Der Brexit stellt die Kreditwürdigkeit Grossbritanniens in Frage. Die Ratingagentur Moody's erwägt eine Herabstufung. Damit schliesst sie sich den Befürchtungen der US-Kollegen an.

Veröffentlicht am 24.06.2016

Der Abschied Grossbritanniens aus der EU kann sich der Ratingagentur Moody's zufolge auf die Kreditwürdigkeit des Landes auswirken. «Das Ergebnis bedeutet eine längere Zeit der politischen Unsicherheit, die auf der wirtschaftlichen und finanziellen Leistungsfähigkeit des Vereinigten Königreichs lasten wird», erklärte Moody's.

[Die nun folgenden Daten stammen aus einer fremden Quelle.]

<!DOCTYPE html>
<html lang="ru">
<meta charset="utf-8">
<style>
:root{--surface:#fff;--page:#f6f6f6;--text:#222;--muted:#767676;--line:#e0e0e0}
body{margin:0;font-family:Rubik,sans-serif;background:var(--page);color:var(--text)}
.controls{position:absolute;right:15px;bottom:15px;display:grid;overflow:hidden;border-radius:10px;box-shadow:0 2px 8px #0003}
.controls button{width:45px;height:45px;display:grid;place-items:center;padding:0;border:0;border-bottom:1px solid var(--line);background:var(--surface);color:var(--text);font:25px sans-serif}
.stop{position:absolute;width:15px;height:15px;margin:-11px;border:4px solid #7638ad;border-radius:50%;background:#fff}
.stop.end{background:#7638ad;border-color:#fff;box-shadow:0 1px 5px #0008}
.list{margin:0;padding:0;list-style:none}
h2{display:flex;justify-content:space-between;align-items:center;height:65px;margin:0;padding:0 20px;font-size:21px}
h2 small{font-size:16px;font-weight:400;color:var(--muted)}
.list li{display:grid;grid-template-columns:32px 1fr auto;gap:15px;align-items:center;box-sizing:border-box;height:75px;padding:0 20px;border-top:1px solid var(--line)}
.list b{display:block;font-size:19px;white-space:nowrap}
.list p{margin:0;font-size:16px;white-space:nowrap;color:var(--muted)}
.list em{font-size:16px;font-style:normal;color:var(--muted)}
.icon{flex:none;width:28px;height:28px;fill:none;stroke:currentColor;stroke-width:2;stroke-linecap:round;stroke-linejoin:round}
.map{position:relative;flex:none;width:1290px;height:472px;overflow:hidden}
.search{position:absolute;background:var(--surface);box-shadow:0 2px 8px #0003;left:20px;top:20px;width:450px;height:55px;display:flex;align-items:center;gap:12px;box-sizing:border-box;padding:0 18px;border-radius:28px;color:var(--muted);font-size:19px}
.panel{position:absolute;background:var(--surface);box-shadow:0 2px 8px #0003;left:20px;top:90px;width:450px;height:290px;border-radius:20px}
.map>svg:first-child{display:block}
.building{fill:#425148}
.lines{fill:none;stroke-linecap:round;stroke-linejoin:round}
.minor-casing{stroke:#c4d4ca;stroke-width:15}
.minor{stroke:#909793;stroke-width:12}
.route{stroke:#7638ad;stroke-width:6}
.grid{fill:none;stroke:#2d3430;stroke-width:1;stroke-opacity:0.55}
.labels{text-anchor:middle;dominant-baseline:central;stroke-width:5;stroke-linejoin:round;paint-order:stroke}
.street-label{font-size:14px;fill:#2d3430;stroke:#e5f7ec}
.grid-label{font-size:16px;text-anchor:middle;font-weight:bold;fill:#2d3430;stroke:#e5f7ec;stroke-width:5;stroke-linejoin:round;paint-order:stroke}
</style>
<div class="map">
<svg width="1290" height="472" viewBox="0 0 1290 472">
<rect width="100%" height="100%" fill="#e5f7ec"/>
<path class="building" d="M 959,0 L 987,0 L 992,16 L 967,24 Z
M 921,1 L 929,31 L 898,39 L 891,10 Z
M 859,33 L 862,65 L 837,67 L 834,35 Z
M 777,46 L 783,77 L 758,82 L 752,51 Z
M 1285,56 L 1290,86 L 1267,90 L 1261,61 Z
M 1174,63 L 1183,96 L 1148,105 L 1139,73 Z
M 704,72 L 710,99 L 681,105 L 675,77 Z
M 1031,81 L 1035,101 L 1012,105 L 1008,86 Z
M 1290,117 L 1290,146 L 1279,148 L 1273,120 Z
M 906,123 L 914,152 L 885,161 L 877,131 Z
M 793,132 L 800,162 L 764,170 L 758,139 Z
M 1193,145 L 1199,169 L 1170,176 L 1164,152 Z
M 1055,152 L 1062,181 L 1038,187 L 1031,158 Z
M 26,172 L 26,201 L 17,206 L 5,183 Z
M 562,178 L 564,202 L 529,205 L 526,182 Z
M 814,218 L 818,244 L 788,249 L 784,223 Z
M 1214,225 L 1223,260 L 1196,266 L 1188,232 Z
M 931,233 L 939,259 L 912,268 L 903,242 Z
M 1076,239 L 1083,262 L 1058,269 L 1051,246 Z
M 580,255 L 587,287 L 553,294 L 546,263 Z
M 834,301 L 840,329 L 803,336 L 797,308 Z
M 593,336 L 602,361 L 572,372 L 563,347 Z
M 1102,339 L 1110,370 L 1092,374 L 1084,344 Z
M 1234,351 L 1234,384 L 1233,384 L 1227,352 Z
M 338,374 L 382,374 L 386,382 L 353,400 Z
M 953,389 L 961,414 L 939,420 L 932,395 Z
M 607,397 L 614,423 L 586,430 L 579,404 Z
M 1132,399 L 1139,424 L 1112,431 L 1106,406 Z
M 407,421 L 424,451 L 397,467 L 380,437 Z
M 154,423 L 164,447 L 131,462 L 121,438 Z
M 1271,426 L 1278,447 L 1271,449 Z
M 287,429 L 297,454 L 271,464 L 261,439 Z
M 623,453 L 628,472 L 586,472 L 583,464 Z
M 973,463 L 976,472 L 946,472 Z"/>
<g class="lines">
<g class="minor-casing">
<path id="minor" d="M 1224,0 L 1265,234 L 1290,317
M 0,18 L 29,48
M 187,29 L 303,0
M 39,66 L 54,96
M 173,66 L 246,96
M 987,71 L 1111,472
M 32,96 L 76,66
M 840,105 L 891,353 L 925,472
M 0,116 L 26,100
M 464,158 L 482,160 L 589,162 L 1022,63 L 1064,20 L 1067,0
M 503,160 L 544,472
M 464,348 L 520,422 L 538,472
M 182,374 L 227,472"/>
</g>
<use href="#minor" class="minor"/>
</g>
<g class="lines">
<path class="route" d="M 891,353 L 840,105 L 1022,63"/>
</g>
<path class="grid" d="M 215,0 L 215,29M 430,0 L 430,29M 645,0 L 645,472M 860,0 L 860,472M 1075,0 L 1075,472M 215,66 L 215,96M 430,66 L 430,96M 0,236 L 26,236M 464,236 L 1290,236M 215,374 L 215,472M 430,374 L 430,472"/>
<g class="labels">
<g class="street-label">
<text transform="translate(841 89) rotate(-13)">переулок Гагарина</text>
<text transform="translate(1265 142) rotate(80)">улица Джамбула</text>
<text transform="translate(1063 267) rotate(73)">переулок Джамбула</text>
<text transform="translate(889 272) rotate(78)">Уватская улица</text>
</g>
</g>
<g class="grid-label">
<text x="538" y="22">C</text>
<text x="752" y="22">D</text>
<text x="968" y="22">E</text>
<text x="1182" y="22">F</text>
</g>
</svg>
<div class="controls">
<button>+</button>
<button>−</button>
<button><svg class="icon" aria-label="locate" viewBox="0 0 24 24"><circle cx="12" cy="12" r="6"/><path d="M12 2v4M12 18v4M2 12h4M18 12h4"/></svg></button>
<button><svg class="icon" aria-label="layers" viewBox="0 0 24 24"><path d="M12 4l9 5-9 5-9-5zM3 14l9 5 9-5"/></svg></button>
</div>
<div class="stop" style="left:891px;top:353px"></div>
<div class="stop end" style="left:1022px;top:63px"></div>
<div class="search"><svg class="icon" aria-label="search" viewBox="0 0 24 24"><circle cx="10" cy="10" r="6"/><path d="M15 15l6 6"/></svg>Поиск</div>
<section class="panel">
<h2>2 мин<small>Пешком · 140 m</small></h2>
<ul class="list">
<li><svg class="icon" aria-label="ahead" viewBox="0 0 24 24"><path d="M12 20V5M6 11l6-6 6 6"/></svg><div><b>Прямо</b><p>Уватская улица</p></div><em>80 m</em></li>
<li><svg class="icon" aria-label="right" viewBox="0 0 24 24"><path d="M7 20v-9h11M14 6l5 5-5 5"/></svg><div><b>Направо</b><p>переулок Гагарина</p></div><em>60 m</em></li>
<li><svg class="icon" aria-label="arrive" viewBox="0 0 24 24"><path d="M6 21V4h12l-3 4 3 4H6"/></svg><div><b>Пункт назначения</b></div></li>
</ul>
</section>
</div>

«Die erhöhte Unsicherheit wird wahrscheinlich eine Delle bei den Investitionen und Vertrauen nach sich ziehen, die die Wachstumsaussichten dämpft», teilte Moody's am Freitag mit. Das wiederum sei negativ für die Bonität. Moodys's bewertet die Kreditwürdigkeit Grossbritanniens derzeit eine Note unter der Bestnote AAA. Wird das Rating herabgestuft, kann das höhere Kosten bei der Schuldenaufnahme zur Folge haben.

S&P ist gleicher Meinung

Bereits am gestrigen Tag gab die US-Ratingagentur Standard&Poor's eine Warnung ab, dass sie Grossbritannien im Falle eines EU-Austritts die Bestnote für seine Kreditwürdigkeit entziehen könnte. «Wenn Grossbritannien sich im EU-Referendum am Donnerstag für einen Brexit entscheiden sollte, dann wäre das AAA-Kreditrating fällig und würde innerhalb kurzer Zeit danach zurückgestuft werden», sagte Moritz Kraemer, Managing Director und Global Chief Rating Officer Sovereign Ratings bei S&P gegenüber der «Bild»-Zeitung.

Dem Bericht zufolge führte Kraemer als Grund an, dass die politische Situation im Land bei einem Brexit weniger vorhersehbar und rational wäre, auch weil es keinen wirklichen Plan für die Zeit nach einem Brexit gebe.